/ 13 May 2005

Out of synch

Despite advances in our society, black women are still oppressed and under-represented in arts such as cinema. Of the 10 South African feature films executed and screened over the past year, not a single one was made by a South African woman — let alone a black woman filmmaker. U-Carmen eKhayelitsha (Carmen in Khayelitsha), a South African version of Bizet’s 1875 opera, at least places a black woman at the centre of the story. Unfortunately, the overall perspective is not that of a black woman.

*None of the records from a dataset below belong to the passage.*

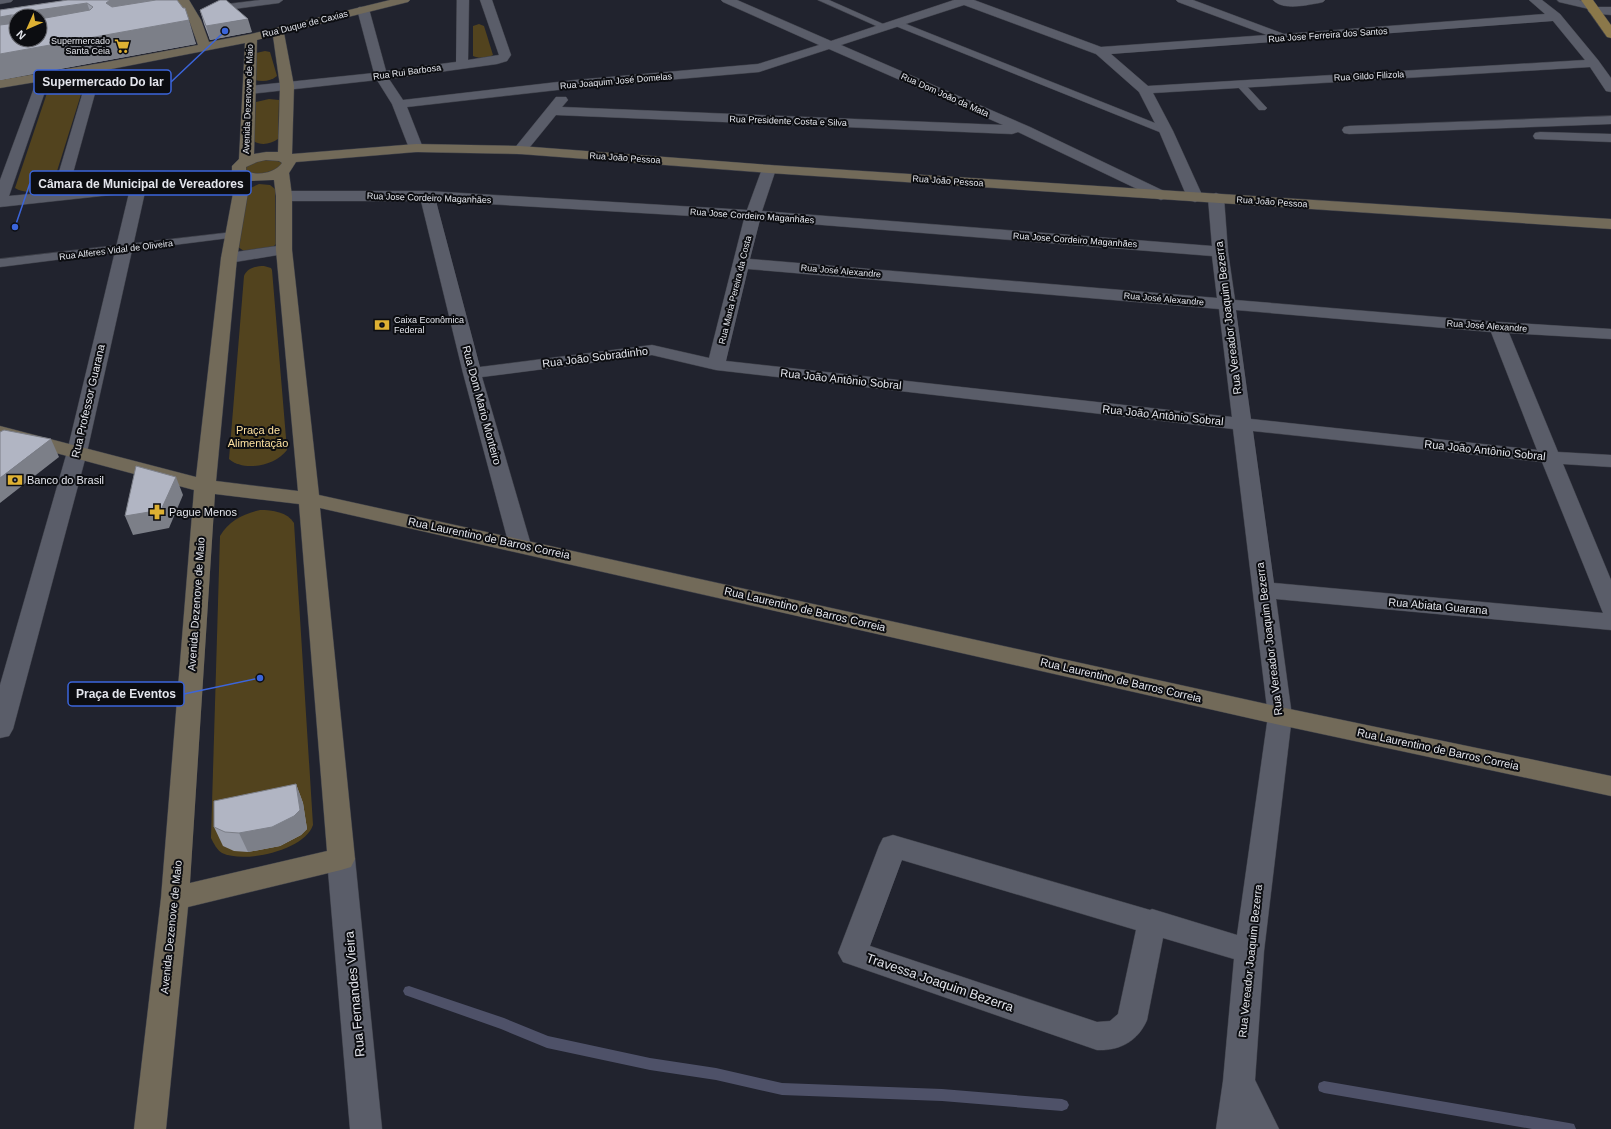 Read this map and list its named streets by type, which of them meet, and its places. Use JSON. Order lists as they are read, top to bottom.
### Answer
{
  "streets": {
    "street": [
      "Rua Duque de Caxias",
      "Rua Jose Ferreira dos Santos",
      "Rua Rui Barbosa",
      "Rua Gildo Filizola",
      "Rua Joaquim José Domelas",
      "Rua Dom João da Mata",
      "Avenida Dezenove de Maio",
      "Rua Presidente Costa e Silva",
      "Rua João Pessoa",
      "Rua Jose Cordeiro Maganhães",
      "Rua José Alexandre",
      "Rua Maria Pereira da Costa",
      "Rua Vereador Joaquim Bezerra",
      "Rua João Sobradinho",
      "Rua João Antônio Sobral",
      "Rua Professor Guarana",
      "Rua Dom Mario Monteiro",
      "Rua Laurentino de Barros Correia",
      "Rua Abiata Guarana",
      "Travessa Joaquim Bezerra",
      "Rua Fernandes Vieira"
    ],
    "lane": ["Rua Alferes Vidal de Oliveira"]
  },
  "crossings": [
    ["Rua Duque de Caxias", "Avenida Dezenove de Maio"],
    ["Rua Rui Barbosa", "Avenida Dezenove de Maio"],
    ["Rua Gildo Filizola", "Rua Vereador Joaquim Bezerra"],
    ["Rua Joaquim José Domelas", "Rua Dom João da Mata"],
    ["Rua Dom João da Mata", "Rua Presidente Costa e Silva"],
    ["Rua Dom João da Mata", "Rua João Pessoa"],
    ["Avenida Dezenove de Maio", "Rua Alferes Vidal de Oliveira"],
    ["Avenida Dezenove de Maio", "Rua Laurentino de Barros Correia"],
    ["Rua João Pessoa", "Rua Maria Pereira da Costa"],
    ["Rua João Pessoa", "Rua Vereador Joaquim Bezerra"],
    ["Rua Jose Cordeiro Maganhães", "Rua Maria Pereira da Costa"],
    ["Rua Jose Cordeiro Maganhães", "Rua Vereador Joaquim Bezerra"],
    ["Rua Jose Cordeiro Maganhães", "Rua Dom Mario Monteiro"],
    ["Rua Alferes Vidal de Oliveira", "Rua Professor Guarana"],
    ["Rua José Alexandre", "Rua Maria Pereira da Costa"],
    ["Rua José Alexandre", "Rua Vereador Joaquim Bezerra"],
    ["Rua Maria Pereira da Costa", "Rua João Sobradinho"],
    ["Rua Maria Pereira da Costa", "Rua João Antônio Sobral"],
    ["Rua Vereador Joaquim Bezerra", "Rua João Antônio Sobral"],
    ["Rua Vereador Joaquim Bezerra", "Rua Laurentino de Barros Correia"],
    ["Rua Vereador Joaquim Bezerra", "Rua Abiata Guarana"],
    ["Rua Vereador Joaquim Bezerra", "Travessa Joaquim Bezerra"],
    ["Rua João Sobradinho", "Rua João Antônio Sobral"],
    ["Rua João Sobradinho", "Rua Dom Mario Monteiro"],
    ["Rua Professor Guarana", "Rua Laurentino de Barros Correia"],
    ["Rua Dom Mario Monteiro", "Rua Laurentino de Barros Correia"]
  ],
  "parks": ["Praça de Alimentação"],
  "places": {
    "other": ["Supermercado Do lar", "Câmara de Municipal de Vereadores", "Praça de Eventos"],
    "supermarket": ["Supermercado Santa Ceia"],
    "bank": ["Caixa Econômica Federal", "Banco do Brasil"],
    "pharmacy": ["Pague Menos"]
  },
  "north": "bottom left"
}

Bizet’s original opera is set in Spain; it tells the tale of a young gypsy woman who works in a cigarette factory. She falls for a soldier, but later transfers her affections to a bullfighter, with tragic results. The opera has already been filmed ”straight”, by Francesco Rosi, and Carlos Saura’s dance-heavy movie of the same name investigated the opera’s sources. Part of the opera was recently staged as a film-within-a-film in Franco Zeffirelli’s Callas Forever. Notably, the idea of a movie transplanting Carmen to another era and place entirely was pre-empted by Otto Preminger, whose 1954 Carmen Jones (using Bizet’s music but new words by Oscar Hammerstein) gave the central roles to black actors Harry Belafonte and Dorothy Dandridge.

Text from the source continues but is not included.